Lines containing the word "status" are to be copied from the data below.

(Dataset entries)
↓

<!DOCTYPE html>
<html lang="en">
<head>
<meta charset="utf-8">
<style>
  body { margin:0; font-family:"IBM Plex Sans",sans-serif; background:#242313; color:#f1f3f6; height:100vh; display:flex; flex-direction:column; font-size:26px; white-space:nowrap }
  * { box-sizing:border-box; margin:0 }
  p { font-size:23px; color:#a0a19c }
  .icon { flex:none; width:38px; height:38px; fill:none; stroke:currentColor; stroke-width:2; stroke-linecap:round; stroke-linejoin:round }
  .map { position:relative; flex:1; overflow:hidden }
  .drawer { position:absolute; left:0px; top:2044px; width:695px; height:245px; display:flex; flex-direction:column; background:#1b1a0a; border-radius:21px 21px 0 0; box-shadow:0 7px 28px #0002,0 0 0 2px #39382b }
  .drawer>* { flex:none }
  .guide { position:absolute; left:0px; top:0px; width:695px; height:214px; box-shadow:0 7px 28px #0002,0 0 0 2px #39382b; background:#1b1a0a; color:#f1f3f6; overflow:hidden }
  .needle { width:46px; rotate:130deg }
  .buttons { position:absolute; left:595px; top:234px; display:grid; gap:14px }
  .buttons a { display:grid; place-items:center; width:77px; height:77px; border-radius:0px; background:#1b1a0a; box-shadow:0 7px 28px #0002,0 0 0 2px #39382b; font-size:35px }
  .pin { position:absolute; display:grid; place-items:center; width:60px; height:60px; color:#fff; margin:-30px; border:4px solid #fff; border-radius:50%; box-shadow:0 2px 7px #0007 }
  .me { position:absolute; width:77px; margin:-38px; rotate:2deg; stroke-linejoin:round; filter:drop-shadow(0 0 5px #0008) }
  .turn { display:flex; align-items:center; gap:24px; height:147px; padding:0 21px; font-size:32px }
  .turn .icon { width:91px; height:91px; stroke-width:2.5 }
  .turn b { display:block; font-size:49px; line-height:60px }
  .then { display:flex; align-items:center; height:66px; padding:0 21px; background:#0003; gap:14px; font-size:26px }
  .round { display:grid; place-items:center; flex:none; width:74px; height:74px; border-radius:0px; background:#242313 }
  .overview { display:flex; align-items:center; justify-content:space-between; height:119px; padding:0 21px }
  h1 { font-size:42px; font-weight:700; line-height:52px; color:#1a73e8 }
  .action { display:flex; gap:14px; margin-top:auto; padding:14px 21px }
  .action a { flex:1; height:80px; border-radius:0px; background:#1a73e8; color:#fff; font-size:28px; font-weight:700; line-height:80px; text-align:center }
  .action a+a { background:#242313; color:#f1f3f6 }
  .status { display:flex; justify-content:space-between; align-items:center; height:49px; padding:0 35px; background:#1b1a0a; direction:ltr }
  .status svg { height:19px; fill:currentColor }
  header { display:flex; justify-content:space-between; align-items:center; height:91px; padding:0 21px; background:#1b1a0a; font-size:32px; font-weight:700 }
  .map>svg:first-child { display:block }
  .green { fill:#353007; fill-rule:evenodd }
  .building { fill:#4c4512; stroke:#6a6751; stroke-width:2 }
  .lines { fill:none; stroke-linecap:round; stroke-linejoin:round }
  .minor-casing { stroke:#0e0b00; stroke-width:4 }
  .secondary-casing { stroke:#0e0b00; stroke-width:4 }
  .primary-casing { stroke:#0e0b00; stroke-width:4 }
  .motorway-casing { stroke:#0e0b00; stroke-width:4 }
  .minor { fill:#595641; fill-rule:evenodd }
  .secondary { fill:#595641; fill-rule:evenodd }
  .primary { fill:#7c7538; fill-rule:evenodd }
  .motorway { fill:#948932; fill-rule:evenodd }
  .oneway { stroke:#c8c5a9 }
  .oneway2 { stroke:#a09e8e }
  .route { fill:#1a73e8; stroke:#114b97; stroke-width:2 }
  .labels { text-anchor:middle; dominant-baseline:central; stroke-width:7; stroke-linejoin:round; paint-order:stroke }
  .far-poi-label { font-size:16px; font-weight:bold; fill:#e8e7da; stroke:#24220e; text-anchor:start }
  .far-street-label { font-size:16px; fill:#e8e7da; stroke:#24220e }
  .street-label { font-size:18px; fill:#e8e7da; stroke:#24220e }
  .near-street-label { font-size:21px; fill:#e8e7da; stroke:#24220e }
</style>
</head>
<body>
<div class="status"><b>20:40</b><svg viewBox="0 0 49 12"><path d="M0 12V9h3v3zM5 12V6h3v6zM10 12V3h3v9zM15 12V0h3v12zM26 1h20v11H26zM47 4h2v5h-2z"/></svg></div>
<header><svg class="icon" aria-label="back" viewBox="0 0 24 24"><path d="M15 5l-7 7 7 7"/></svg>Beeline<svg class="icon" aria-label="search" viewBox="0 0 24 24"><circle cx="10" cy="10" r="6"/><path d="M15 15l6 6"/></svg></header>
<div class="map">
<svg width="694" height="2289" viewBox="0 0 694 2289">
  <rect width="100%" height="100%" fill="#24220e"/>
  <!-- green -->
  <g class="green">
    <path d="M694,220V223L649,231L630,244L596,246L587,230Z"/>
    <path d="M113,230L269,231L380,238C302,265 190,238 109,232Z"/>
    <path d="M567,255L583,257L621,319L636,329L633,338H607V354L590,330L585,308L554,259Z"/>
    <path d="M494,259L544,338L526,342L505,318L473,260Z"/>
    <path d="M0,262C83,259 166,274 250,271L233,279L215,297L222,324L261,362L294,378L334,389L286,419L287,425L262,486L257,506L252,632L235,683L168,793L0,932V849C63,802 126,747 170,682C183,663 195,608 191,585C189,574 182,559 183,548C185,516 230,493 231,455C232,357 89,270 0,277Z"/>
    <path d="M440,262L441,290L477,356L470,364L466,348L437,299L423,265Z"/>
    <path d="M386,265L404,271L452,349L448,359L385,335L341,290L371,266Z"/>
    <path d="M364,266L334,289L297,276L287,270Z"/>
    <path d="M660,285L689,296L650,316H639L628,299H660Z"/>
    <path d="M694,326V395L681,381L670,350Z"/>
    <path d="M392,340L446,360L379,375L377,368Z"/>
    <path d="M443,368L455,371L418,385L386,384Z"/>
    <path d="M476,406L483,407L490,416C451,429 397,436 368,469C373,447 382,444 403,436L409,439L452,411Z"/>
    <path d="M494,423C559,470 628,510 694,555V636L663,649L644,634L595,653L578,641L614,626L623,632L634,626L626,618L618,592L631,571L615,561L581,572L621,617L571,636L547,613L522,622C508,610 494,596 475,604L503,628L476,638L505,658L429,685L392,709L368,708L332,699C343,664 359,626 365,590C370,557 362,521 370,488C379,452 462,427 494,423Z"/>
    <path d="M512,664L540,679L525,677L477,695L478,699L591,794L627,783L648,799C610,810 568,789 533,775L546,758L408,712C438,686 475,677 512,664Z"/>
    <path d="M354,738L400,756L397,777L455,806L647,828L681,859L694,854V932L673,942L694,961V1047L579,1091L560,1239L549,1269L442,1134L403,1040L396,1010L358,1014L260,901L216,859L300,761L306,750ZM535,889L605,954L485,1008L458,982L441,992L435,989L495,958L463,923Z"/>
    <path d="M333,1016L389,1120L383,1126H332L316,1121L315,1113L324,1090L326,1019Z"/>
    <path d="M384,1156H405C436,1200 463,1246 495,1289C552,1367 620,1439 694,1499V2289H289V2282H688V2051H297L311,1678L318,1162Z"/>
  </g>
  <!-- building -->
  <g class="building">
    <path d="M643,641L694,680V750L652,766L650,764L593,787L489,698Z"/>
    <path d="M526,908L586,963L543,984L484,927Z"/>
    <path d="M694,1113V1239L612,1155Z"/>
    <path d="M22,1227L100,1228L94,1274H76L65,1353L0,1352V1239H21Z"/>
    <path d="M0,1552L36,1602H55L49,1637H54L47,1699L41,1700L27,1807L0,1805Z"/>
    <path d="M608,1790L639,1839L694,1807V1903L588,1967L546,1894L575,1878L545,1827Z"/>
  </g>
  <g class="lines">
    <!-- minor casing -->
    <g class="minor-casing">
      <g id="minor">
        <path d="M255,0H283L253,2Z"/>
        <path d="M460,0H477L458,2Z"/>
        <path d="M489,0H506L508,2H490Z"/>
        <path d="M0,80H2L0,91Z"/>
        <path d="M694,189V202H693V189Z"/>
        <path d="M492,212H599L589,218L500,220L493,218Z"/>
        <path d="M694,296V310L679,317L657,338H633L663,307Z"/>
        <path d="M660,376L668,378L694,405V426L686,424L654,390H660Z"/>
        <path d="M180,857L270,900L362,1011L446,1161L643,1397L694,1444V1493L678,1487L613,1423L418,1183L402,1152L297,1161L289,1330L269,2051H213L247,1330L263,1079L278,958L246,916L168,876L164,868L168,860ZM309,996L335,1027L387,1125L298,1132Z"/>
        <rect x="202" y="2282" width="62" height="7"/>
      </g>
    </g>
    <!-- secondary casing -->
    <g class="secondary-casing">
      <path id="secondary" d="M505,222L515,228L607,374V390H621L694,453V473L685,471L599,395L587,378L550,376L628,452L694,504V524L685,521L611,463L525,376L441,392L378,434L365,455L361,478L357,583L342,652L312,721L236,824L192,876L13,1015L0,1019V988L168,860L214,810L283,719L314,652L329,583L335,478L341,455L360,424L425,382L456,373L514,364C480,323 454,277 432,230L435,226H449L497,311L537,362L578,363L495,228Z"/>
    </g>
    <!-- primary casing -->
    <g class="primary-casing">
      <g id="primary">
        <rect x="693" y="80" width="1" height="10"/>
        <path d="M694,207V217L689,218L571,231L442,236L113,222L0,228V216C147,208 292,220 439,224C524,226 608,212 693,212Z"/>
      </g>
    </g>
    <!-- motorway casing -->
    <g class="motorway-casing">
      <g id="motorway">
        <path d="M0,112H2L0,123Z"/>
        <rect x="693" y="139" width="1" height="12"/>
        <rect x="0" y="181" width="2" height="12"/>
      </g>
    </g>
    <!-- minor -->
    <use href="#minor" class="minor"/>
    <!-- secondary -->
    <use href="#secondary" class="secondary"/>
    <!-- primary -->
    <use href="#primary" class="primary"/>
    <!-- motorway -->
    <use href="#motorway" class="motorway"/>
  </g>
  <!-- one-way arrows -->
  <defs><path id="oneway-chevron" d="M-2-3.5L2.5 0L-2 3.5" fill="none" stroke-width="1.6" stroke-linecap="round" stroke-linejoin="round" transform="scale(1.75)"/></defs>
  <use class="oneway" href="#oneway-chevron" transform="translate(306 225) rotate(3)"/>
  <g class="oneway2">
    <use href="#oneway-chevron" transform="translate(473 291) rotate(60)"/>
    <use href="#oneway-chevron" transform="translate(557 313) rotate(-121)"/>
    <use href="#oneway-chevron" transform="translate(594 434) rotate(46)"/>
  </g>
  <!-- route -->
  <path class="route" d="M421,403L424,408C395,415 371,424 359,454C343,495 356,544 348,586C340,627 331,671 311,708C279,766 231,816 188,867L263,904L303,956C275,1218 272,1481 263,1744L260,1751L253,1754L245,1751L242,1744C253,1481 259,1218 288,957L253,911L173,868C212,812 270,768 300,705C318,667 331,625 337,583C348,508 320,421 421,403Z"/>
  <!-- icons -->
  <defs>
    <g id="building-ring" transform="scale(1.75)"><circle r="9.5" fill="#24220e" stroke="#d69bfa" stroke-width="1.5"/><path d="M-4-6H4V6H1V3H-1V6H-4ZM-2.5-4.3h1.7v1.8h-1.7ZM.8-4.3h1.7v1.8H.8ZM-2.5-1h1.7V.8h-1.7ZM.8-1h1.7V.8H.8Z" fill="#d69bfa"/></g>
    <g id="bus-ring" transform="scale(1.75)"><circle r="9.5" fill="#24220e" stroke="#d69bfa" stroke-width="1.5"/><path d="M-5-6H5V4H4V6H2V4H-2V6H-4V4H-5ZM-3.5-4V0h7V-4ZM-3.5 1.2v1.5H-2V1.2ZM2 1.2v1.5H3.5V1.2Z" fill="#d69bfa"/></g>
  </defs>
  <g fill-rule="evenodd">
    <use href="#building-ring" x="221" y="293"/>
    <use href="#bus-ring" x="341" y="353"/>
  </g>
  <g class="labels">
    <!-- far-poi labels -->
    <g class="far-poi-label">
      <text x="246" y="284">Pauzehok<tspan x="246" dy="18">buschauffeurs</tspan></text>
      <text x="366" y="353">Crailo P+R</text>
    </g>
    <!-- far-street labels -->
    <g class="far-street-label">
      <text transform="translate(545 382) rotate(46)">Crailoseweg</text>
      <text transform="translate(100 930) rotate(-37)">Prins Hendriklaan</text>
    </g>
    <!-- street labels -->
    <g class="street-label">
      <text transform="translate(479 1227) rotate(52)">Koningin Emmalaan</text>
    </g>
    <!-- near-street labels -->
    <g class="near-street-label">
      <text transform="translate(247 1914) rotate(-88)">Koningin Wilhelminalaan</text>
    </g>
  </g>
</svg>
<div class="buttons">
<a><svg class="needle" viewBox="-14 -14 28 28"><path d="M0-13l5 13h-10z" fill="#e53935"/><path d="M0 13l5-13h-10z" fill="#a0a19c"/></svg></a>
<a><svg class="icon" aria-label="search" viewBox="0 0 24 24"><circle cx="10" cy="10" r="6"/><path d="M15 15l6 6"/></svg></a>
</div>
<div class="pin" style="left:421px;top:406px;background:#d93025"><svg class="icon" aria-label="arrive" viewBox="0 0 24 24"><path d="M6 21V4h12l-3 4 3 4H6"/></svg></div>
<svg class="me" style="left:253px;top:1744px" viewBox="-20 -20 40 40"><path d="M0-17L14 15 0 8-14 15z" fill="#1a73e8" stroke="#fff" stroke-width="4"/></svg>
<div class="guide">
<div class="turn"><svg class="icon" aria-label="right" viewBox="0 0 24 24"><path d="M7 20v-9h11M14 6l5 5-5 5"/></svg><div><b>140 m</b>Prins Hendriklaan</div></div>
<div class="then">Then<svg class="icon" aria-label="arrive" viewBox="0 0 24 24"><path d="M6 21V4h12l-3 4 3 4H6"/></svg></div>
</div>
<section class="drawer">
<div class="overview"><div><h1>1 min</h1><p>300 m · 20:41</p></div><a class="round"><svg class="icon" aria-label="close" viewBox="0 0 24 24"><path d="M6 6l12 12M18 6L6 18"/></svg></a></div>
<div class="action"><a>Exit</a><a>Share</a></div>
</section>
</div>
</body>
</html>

↑

OUTPUT OF THE TASK
  .status { display:flex; justify-content:space-between; align-items:center; height:49px; padding:0 35px; background:#1b1a0a; direction:ltr }
  .status svg { height:19px; fill:currentColor }
<div class="status"><b>20:40</b><svg viewBox="0 0 49 12"><path d="M0 12V9h3v3zM5 12V6h3v6zM10 12V3h3v9zM15 12V0h3v12zM26 1h20v11H26zM47 4h2v5h-2z"/></svg></div>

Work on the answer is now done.